* [WORK ITEM]
Begin at the top of the following data. Copy each line exactly until you have copied the line containing "0 4.5px,transparent 0".

• • • • • • •

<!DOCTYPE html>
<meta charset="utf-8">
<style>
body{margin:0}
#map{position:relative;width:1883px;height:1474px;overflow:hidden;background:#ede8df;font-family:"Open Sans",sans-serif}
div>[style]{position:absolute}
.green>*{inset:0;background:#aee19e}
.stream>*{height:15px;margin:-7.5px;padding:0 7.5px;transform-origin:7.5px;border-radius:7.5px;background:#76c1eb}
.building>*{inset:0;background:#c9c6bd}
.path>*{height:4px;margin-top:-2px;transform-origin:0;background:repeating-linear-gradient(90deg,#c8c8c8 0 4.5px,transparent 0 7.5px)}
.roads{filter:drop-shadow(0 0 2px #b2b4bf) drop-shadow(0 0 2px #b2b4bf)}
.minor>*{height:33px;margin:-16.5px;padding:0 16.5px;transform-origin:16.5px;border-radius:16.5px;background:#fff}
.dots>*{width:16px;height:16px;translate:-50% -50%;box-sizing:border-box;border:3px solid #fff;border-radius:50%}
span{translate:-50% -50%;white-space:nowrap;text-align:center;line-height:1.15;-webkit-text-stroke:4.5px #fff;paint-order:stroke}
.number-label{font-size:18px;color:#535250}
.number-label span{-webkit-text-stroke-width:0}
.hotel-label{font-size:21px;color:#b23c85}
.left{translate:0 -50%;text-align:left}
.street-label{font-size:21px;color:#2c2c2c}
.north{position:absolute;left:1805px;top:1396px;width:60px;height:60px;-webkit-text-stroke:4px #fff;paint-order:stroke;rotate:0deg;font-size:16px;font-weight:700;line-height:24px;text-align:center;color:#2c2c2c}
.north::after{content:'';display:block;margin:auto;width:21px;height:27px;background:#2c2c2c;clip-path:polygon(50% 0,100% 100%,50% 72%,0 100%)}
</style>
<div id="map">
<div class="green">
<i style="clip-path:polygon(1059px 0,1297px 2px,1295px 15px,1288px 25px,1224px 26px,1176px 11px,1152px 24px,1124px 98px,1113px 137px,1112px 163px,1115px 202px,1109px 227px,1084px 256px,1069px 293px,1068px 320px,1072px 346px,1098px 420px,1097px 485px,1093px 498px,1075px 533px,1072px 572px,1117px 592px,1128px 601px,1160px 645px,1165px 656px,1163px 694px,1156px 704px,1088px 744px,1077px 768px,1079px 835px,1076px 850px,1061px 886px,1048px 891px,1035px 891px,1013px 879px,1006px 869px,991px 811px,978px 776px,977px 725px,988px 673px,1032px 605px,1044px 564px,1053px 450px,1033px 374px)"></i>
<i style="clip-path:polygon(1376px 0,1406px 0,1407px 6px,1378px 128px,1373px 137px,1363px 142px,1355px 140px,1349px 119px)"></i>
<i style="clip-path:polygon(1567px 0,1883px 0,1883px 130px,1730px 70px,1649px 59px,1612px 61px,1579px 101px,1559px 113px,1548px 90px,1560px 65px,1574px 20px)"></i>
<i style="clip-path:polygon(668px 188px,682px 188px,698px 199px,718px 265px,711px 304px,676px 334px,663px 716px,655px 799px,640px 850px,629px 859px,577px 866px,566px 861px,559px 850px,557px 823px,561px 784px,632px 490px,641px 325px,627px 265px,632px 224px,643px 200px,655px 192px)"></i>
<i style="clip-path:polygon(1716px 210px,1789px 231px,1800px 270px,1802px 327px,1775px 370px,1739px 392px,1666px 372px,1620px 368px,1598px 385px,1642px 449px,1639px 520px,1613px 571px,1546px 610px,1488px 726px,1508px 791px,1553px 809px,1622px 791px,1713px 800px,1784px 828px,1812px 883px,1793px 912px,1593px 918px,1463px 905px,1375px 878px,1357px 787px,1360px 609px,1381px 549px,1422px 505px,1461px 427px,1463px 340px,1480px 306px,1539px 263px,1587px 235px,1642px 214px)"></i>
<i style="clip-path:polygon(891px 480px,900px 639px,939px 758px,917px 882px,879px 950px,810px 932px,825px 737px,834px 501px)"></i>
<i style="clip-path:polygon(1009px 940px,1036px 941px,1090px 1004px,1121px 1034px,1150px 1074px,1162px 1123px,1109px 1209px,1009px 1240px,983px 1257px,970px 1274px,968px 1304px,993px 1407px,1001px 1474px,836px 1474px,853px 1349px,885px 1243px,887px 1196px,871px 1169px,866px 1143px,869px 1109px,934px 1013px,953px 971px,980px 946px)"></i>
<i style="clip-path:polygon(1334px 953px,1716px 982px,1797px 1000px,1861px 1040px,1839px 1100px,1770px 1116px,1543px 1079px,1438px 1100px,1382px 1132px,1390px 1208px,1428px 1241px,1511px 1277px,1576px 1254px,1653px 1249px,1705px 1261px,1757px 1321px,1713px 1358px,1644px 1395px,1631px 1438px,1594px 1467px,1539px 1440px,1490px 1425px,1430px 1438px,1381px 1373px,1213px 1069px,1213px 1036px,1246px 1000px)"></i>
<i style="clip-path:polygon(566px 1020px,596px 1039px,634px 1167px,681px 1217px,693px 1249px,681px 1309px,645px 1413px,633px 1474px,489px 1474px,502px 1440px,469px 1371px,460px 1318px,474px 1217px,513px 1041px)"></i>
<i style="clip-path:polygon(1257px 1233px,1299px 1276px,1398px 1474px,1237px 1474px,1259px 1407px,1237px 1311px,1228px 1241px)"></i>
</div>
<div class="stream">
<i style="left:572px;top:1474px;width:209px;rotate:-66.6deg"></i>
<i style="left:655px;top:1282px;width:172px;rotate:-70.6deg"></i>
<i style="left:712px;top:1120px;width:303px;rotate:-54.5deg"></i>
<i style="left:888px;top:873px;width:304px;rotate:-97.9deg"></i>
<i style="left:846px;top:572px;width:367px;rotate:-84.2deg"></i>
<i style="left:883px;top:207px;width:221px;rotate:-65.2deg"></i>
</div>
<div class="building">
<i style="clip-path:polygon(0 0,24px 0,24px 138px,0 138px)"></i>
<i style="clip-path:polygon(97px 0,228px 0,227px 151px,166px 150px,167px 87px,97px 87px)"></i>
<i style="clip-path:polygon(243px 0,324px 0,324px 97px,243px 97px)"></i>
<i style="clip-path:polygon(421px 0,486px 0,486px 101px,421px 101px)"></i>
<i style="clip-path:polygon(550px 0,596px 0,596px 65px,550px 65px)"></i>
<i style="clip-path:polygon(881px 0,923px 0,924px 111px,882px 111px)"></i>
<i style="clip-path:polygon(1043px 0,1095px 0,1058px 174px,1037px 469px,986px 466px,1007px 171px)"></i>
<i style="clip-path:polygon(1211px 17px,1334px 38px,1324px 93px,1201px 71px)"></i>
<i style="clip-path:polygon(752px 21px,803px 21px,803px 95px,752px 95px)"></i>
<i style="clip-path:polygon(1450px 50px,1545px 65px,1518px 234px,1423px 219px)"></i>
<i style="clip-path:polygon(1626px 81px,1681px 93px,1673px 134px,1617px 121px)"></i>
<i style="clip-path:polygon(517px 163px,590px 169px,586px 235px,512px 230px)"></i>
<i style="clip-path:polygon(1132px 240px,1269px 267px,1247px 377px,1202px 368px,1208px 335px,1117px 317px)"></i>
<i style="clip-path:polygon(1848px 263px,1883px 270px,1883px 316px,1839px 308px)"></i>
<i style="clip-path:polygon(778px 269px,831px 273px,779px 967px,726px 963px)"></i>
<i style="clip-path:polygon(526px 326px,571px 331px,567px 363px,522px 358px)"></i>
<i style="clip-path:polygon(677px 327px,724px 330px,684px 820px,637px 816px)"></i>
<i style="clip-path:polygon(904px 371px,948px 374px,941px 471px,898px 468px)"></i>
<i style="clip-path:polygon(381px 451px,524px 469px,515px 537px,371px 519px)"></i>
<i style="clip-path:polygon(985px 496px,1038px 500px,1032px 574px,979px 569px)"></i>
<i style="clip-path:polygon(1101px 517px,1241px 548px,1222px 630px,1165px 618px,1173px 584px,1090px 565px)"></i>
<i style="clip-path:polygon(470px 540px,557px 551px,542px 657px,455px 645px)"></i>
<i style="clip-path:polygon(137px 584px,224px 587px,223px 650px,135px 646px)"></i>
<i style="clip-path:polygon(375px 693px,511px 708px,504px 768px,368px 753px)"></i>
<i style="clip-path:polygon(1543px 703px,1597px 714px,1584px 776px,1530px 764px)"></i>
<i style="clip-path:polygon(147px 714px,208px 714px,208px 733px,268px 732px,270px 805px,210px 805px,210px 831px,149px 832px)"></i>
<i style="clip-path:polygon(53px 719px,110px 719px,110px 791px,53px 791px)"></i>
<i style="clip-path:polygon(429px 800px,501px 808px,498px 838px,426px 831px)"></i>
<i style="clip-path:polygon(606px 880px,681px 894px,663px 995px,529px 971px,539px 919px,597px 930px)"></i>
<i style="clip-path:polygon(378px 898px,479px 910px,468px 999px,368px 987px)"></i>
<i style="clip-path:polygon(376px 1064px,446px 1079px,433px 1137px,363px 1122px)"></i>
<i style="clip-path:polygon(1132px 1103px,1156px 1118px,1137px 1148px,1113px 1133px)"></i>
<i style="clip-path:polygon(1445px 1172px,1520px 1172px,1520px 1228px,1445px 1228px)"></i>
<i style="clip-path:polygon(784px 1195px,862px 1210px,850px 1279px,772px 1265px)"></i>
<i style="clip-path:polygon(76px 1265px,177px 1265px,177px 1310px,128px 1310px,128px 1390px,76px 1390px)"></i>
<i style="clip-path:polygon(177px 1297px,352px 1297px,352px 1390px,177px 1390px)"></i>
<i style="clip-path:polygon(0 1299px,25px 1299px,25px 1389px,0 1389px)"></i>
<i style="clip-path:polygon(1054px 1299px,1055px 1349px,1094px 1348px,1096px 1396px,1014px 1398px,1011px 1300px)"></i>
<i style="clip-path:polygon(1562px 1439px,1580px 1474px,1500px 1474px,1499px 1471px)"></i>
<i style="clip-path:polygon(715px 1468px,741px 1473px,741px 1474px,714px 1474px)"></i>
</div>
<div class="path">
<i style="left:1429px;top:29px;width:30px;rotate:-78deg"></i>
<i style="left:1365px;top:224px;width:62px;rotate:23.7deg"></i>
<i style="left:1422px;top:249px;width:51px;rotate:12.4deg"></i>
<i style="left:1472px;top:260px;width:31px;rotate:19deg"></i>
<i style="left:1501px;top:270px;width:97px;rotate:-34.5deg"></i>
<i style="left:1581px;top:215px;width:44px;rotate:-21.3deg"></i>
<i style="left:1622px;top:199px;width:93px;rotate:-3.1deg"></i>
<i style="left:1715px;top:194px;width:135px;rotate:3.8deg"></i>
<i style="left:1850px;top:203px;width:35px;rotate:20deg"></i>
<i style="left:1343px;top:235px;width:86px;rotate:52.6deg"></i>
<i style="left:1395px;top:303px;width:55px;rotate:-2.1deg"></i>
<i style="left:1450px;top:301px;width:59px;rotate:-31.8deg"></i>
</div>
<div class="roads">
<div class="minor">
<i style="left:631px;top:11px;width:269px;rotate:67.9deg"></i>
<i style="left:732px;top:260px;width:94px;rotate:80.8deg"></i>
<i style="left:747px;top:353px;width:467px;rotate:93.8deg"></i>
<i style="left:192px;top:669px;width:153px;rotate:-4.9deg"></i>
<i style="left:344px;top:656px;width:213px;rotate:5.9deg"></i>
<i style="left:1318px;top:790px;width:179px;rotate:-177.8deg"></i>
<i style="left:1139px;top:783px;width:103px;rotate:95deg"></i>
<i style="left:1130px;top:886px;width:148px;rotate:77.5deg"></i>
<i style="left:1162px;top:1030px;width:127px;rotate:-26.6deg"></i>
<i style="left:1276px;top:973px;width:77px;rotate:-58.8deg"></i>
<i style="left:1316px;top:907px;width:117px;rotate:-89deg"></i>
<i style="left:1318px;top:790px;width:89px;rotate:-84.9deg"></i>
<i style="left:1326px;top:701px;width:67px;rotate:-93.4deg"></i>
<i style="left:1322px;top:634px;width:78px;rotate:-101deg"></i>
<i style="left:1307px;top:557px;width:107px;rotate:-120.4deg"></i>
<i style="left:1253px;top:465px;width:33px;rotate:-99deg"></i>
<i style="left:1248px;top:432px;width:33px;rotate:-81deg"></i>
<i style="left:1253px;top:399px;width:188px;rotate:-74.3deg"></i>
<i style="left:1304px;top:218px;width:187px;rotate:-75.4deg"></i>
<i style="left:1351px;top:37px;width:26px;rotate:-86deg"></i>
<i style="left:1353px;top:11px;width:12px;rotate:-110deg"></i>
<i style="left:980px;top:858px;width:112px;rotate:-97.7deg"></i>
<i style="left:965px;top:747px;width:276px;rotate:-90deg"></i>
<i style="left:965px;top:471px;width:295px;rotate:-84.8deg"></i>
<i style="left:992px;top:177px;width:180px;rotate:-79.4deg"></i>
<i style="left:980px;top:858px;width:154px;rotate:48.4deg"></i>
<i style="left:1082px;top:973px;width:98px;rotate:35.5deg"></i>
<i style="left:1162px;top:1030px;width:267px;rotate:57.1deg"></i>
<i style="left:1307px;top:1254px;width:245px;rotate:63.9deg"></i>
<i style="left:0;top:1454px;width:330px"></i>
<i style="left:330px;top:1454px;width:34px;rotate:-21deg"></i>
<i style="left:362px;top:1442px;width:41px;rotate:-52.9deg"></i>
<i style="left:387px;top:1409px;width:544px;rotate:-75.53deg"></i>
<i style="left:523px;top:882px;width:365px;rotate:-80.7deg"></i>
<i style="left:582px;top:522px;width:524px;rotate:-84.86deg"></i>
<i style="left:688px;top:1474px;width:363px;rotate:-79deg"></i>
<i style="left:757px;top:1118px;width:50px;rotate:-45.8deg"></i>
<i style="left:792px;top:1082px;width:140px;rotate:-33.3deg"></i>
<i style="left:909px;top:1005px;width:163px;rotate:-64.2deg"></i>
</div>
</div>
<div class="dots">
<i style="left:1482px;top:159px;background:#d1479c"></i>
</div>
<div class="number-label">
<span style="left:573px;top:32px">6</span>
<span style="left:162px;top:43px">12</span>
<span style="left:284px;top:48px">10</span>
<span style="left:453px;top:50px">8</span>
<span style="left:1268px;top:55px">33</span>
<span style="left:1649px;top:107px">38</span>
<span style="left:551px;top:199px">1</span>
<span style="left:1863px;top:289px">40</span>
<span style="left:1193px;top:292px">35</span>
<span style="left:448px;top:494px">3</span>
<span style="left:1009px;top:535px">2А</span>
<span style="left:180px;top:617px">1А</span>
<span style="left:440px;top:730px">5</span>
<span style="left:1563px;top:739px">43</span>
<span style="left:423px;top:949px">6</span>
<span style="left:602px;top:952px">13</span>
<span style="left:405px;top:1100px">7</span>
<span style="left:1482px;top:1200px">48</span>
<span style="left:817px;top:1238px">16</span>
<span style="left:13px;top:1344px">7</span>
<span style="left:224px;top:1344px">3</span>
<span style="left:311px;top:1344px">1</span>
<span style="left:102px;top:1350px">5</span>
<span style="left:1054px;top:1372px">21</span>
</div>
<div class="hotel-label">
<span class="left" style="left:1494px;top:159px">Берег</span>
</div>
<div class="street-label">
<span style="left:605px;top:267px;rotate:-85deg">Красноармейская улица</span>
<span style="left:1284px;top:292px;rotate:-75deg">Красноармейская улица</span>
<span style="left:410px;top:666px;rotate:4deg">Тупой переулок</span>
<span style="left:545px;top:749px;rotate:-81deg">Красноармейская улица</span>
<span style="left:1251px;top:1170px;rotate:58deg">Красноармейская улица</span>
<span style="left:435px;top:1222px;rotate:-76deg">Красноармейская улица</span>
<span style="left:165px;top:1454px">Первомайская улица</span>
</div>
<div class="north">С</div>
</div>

• • • • • • •

* [RESULT OF THE EXERCISE]
<!DOCTYPE html>
<meta charset="utf-8">
<style>
body{margin:0}
#map{position:relative;width:1883px;height:1474px;overflow:hidden;background:#ede8df;font-family:"Open Sans",sans-serif}
div>[style]{position:absolute}
.green>*{inset:0;background:#aee19e}
.stream>*{height:15px;margin:-7.5px;padding:0 7.5px;transform-origin:7.5px;border-radius:7.5px;background:#76c1eb}
.building>*{inset:0;background:#c9c6bd}
.path>*{height:4px;margin-top:-2px;transform-origin:0;background:repeating-linear-gradient(90deg,#c8c8c8 0 4.5px,transparent 0 7.5px)}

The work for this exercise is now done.